I’m nearing the end of the halfway mark of my first sabbatical. After seventeen years of following Jesus and fifteen of those years being devoted to lots of volunteer ministry that lead into full time vocational ministry for the last ten years, it was evident this last Spring that the time for a sabbatical of some sort was way over due.
A friend of mine asked me on the front edge what the condition of my soul was. That’s a scary question. My mind wanted to say rested and encouraged but my heart knew better. In some ways I was clinging to some shreds of restedness and a sense of encouragement but in many ways I was worn out, frustrated and discouraged.
I found myself battling my despair by reminding myself of the small things I witnessed the Lord doing in our ministry but when that didn’t encourage my soul then I would give into contemplating what it would be like to pastor a different church with more resources or even find a new profession that would release me from the weight I feel for planting a sustainable and thriving church that makes missionally engaged disciples who glorify God with their lives.

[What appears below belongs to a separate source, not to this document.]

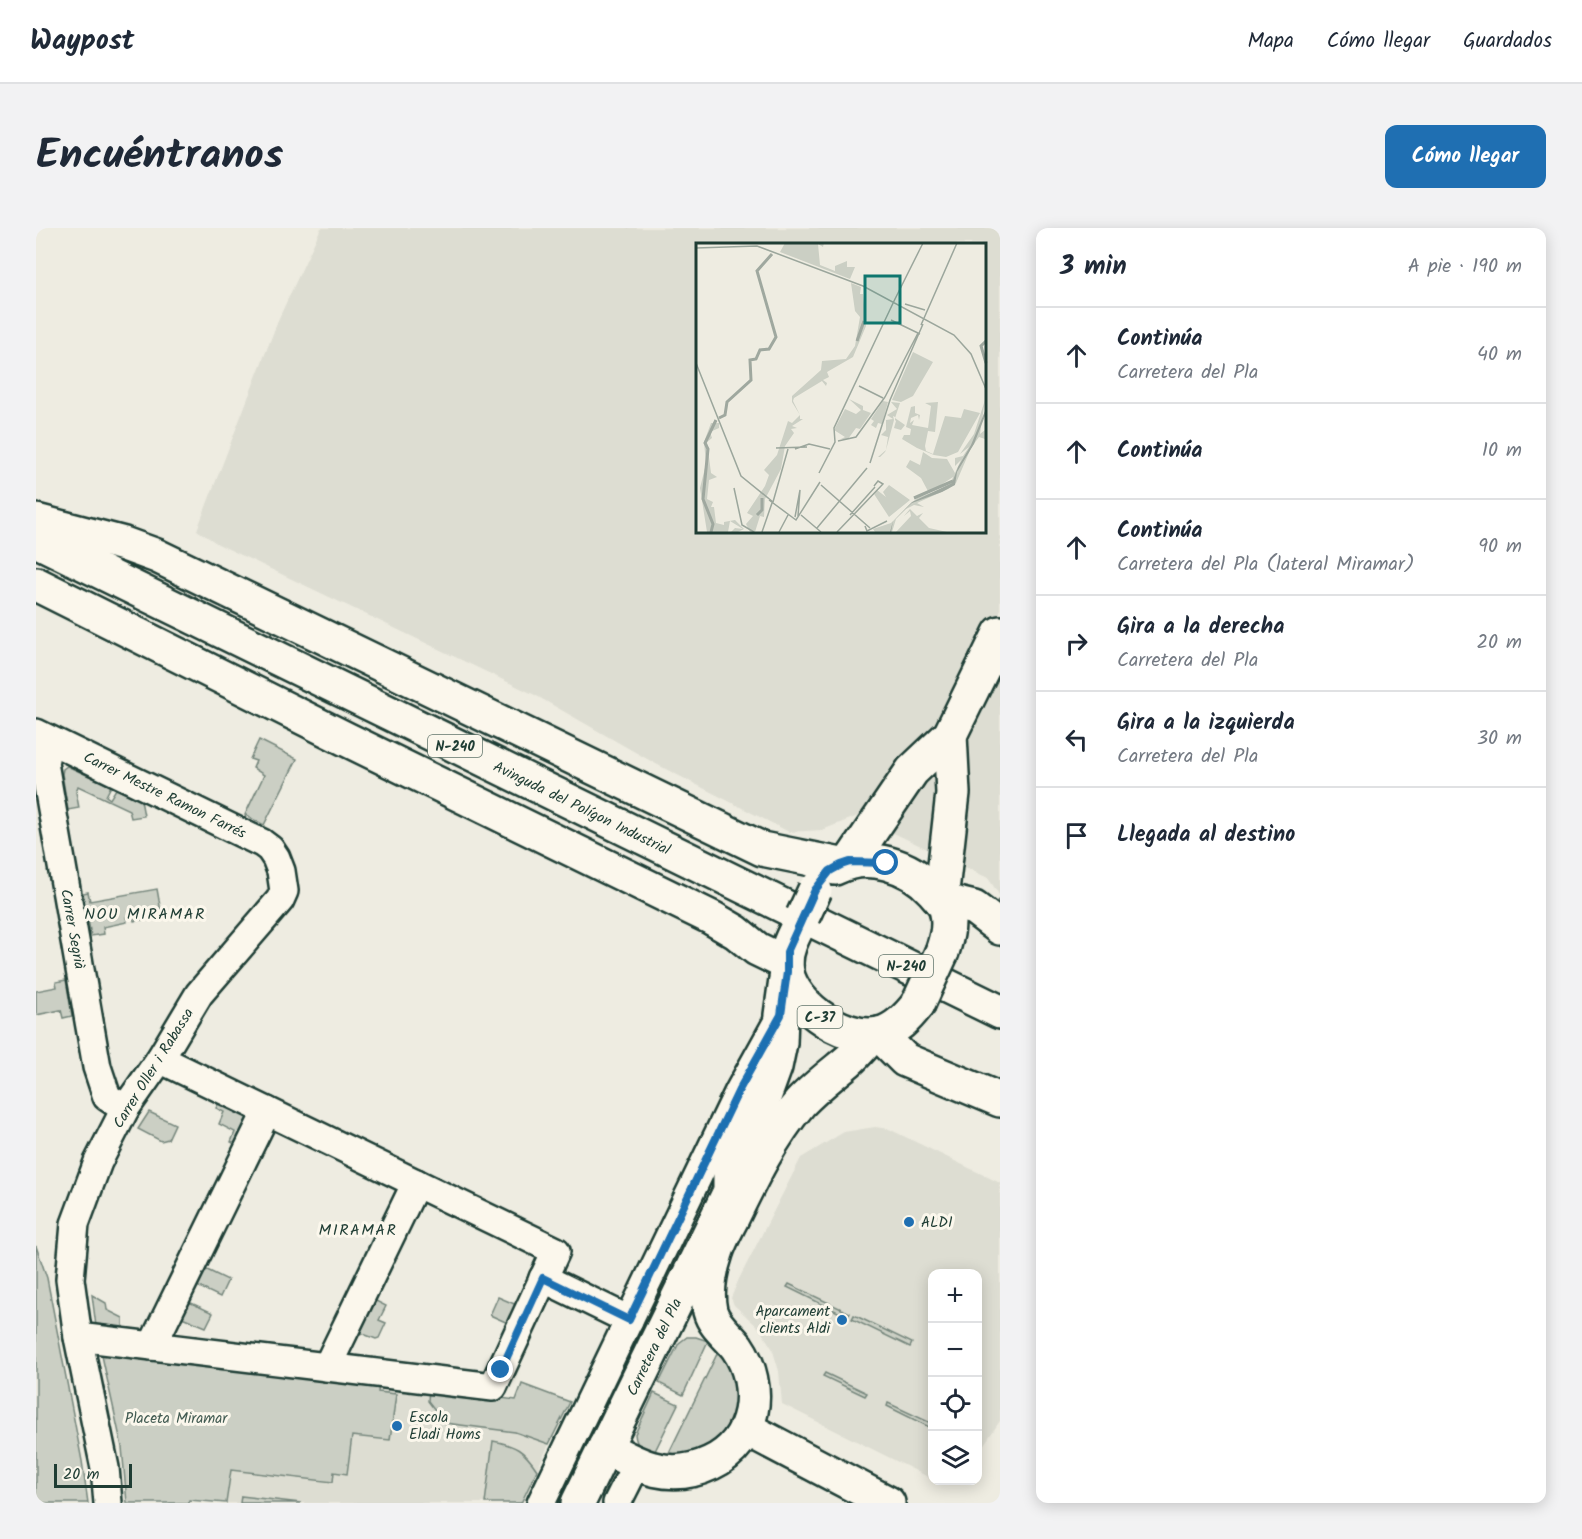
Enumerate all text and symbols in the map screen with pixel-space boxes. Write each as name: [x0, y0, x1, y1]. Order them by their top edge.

It seems crazy to me that something as miraculous and exciting as making disciples could become a heavy weight that feels too hard to bear anymore. I mean, I believe that the Lord is the one who adds sons and daughters to his family and matures them as disciple making disciples through the preaching of the gospel and the power of the Holy Spirit.
Or do I? Do I really believe that statement above? Do I really believe it with every fiber of my being? When I take that phone call, lead that membership meeting, preach, follow up with a visitor or potential donor, make the house call or hospital visit, counsel a grieving friend, confront and correct sinful behavior in a friend, lead a gospel community or leadership development meeting… or make a journal entry like this one… do I really believe the Lord is the one who produces the results?
Or is my discouragement really just proof of my struggle to believe that the Lord is doing the work he says he will do? Isn’t the condition of my soul directly related to my attachment issues? If my identity, who I know myself to be, rises in encouragement or falls in discouragement and despair based upon the fruitfulness or success of my ministry efforts, then… how do I begin to better attach my being to the one being who can satisfy every longing of my soul?
I think one of the things the Lord has really driven into my soul over the last couple of weeks is a renewed understanding of my limitations and his unlimited resource. In other words… I can’t be everything to everyone because that’s not who I am and when I try to be everything to everyone then I am in fact trying to be God because only God can be everything to everyone.
So… I am limited. I am limited in my emotional capacity. I am limited in my intellectual capacity. I am limited in the levels of my energetic capacity. I am limited in my ability to be present in many places and spaces. I am limited in the amount of time I give. I am limited in my struggle against sin.
These are very freeing things to confess because it helps me to commune with Jesus as a broken and needy person who doesn’t have it all together. In fact this is the prerequisite for communing with Jesus. How could I ever really have true communion with the one who has no limitations while believing that somehow I bring something unlimited to the table outside of my relationship with him? In other words… to commune with Jesus is to come to him with nothing but who he says I am in him.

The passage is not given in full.